Il relitto è stato rinvenuto alla profondità di 5.500 metri nel Mare delle Filippine secondo quanto ha riferito il co-fondatore di Microsoft e appassionato cacciatore di relitti, Paul Allen.
La storia dell’Indianapolis, raccontata in un recente film con Nicolas Cage, è stata a lungo taciuta come una vergogna per la Us Navy. La sua missione era così segreta che quando il 30 luglio del 1945 – 4 giorni dopo aver scaricato il prezioso carico (l’uranio arricchito e le componenti dell’ordigno) sull’isola filippina di Tinian – venne affondata da 2 siluri non potè neanche lanciare l’allarme. Non solo. Essendo la sua missione conosciuta solo ai vertici della Marina Usa e sapendo che la nave non poteva rompere il silenzio radio per giorni nessuno la cercò ed i soccorsi arrivarono tardi per la maggioranza dei marinai sopravvissuiti all’affondamento perchè la sua posizione era ignota.
L’Indianapolis, costruita nel 1929 era lunga 186 metri ed aveva 9 cannoni da 200 mm. La nave, non modernissima nel 1945, affondò in soli 12 minuti e l’equipaggio non riuscì neanche a calare in acqua le scialuppe di salvataggio. Dei 1.196 marinai a bordo ben 900 sopravvissero all’affondamento ma destinati, la maggioranza, ad una fine atroce: divorati dagli squali o morti di stenti.

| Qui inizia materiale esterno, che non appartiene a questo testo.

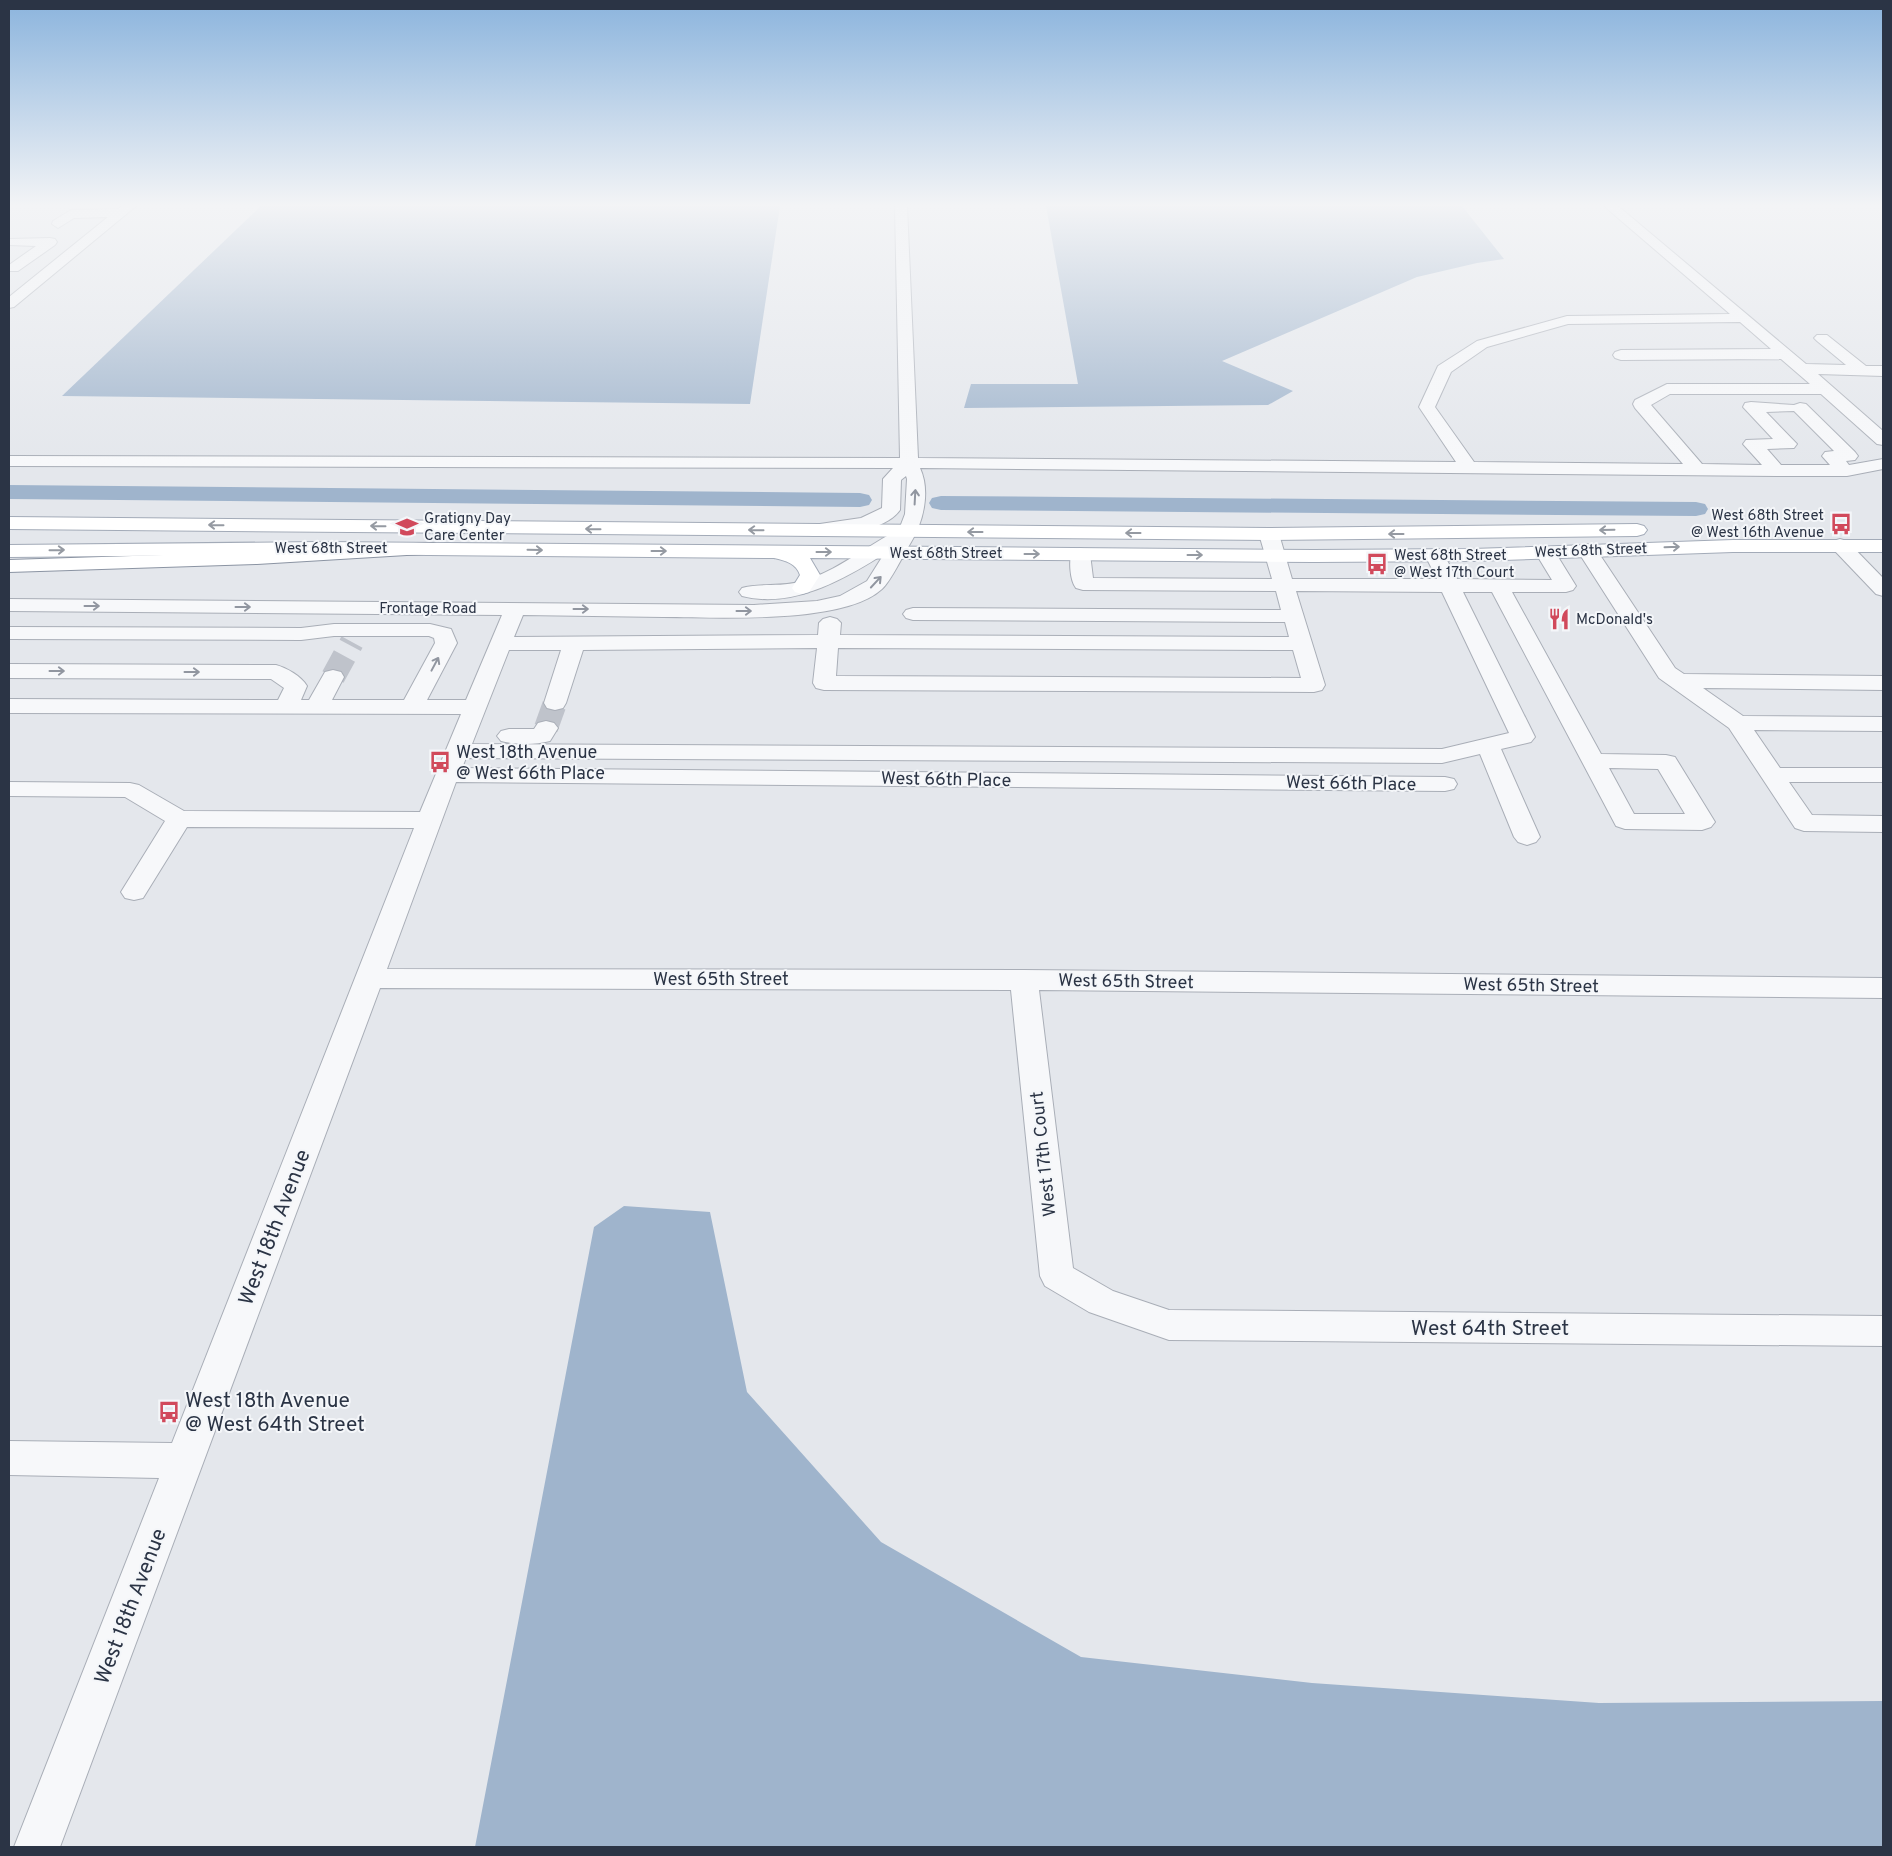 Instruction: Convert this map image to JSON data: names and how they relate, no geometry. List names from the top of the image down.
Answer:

Alla fine solo 316 sopravvissero e di questi 22 sono ancora vivi. L’incrociatore conserva ancora il triste record della maggior perdita di vite umane per una singola nave in mare.
Il comandante, il capitano di vascello Charlie B. McWay III sopravvisse all’affondamento ma subì la corte marziale per non aver “zizagato” rendendo, secondo i suoi colleghi giudici, la nave un facile bersaglio, versione smentita dallo stesso comandante del sommergibile nipponico I-58 che l’affondò.

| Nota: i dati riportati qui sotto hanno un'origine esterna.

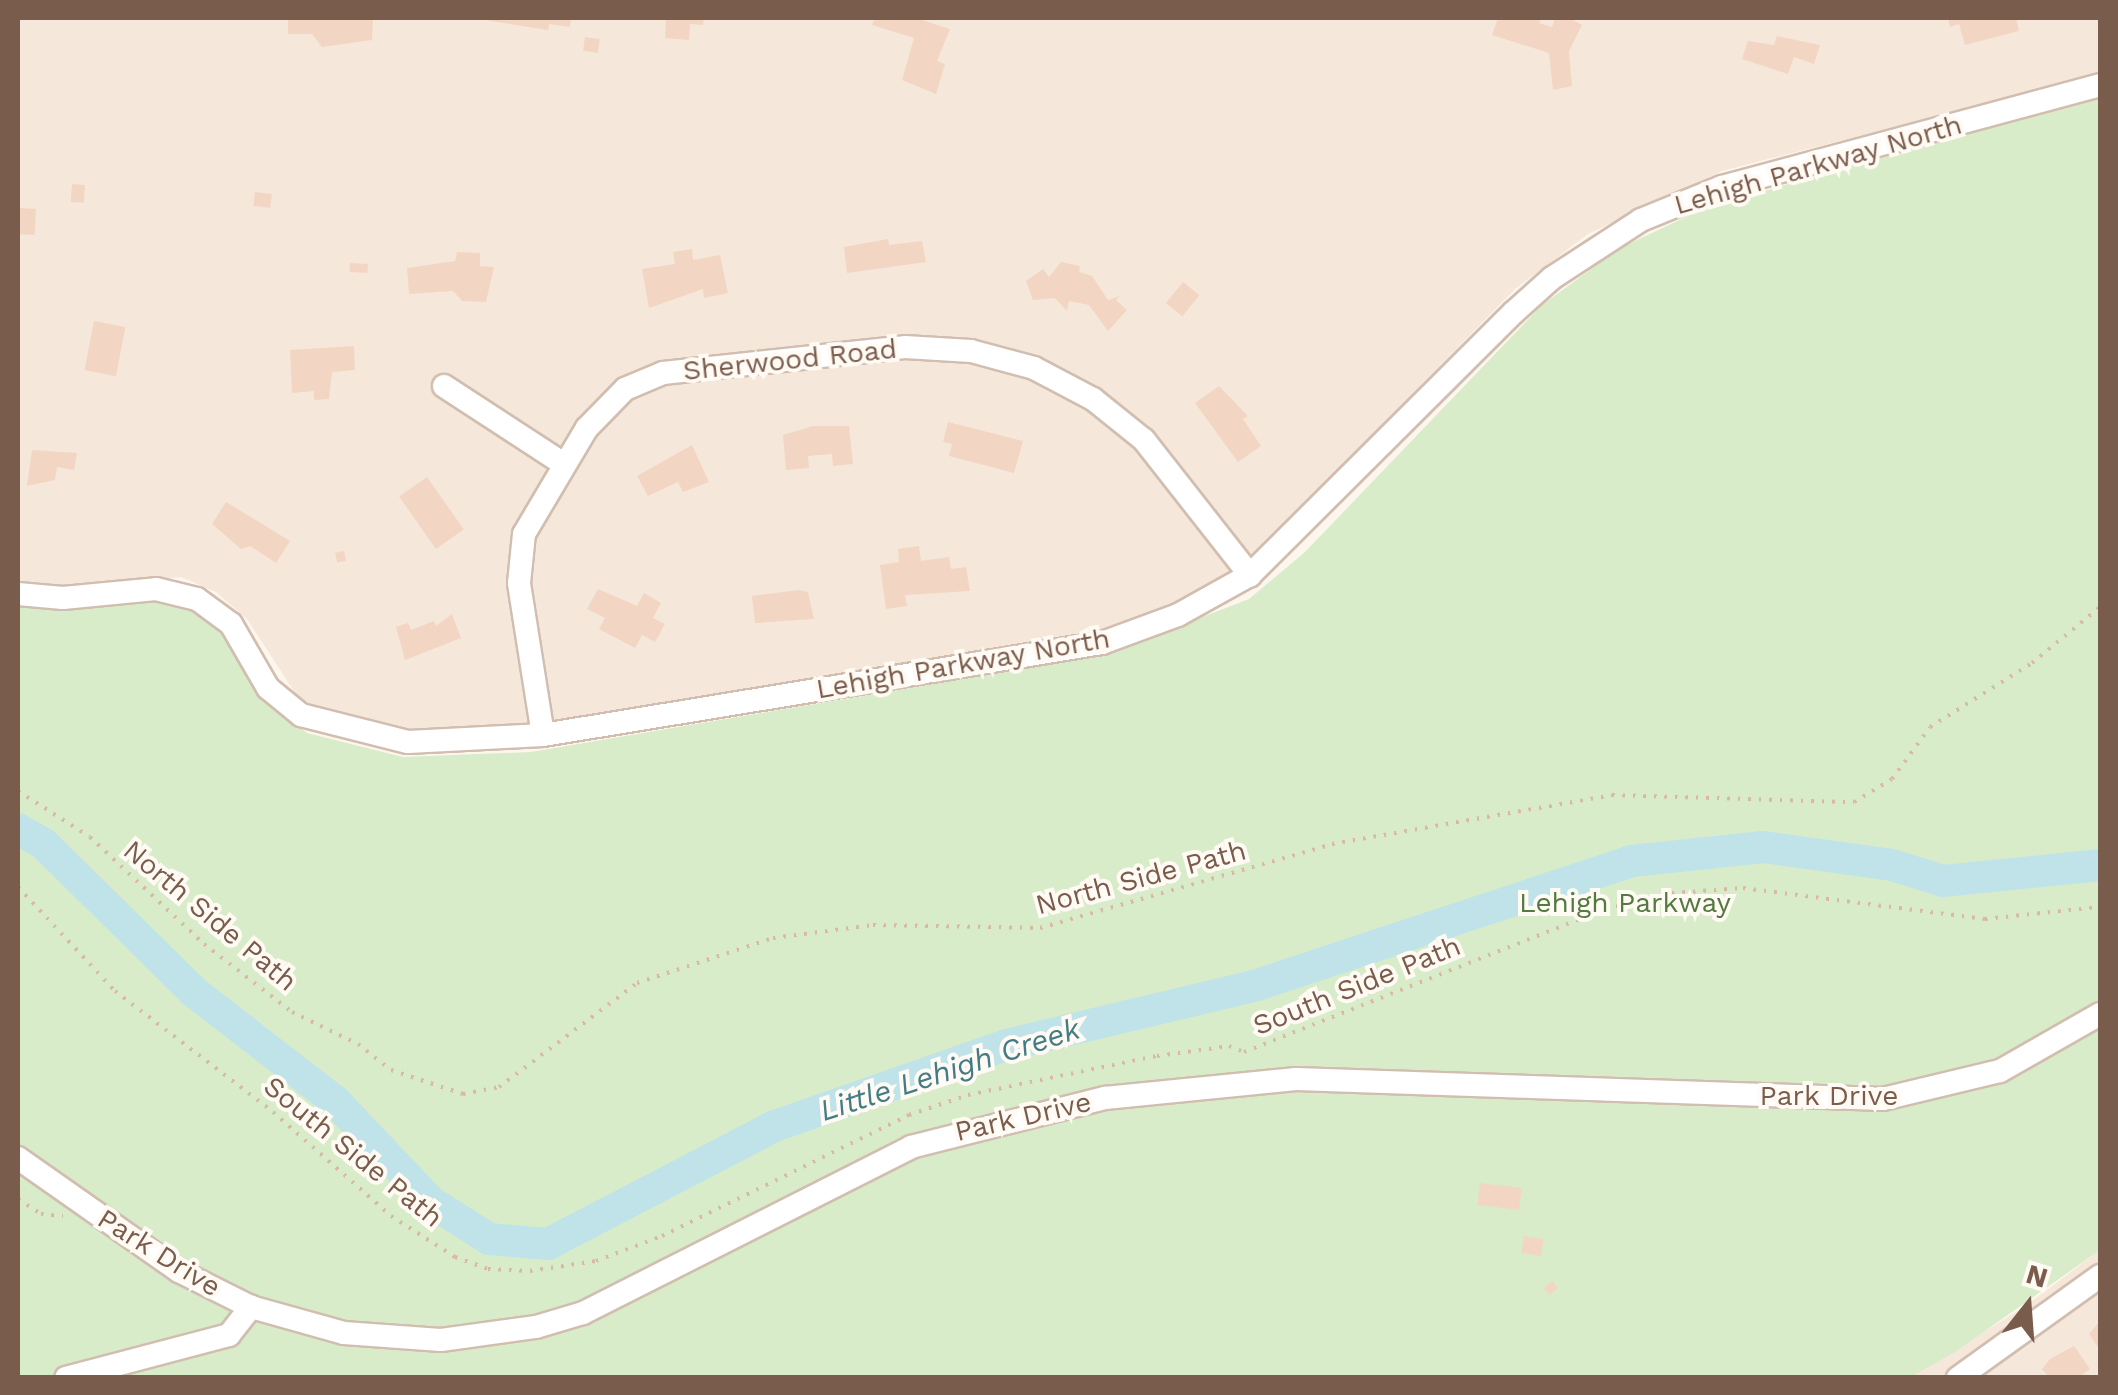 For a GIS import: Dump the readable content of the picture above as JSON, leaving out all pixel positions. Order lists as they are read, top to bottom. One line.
{"streets":{"street":["Lehigh Parkway North","Sherwood Road","Park Drive"],"path":["North Side Path","South Side Path"]},"crossings":[["Lehigh Parkway North","Sherwood Road"]],"water":["Little Lehigh Creek"],"parks":["Lehigh Parkway"],"north":"top"}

Venne riconosciuto colpevole di condotta pericolosa ma il comandante della Marina, l’ammiraglio Chester Nimitz lo reintegrò. Finì la sua carriera 4 anni dopo con il grado di contrammiraglio (1 stella) e nel 1969 si suicido per le pressioni e le accuse dei parenti dei marinai deceduti.
Solo nel 2000 il Congresso degli Stati Uniti approvò una risoluzione che scagionò McWay, l’unico comandante della Us Navy finito di fronte alla corte marziale per aver perso la sua nave.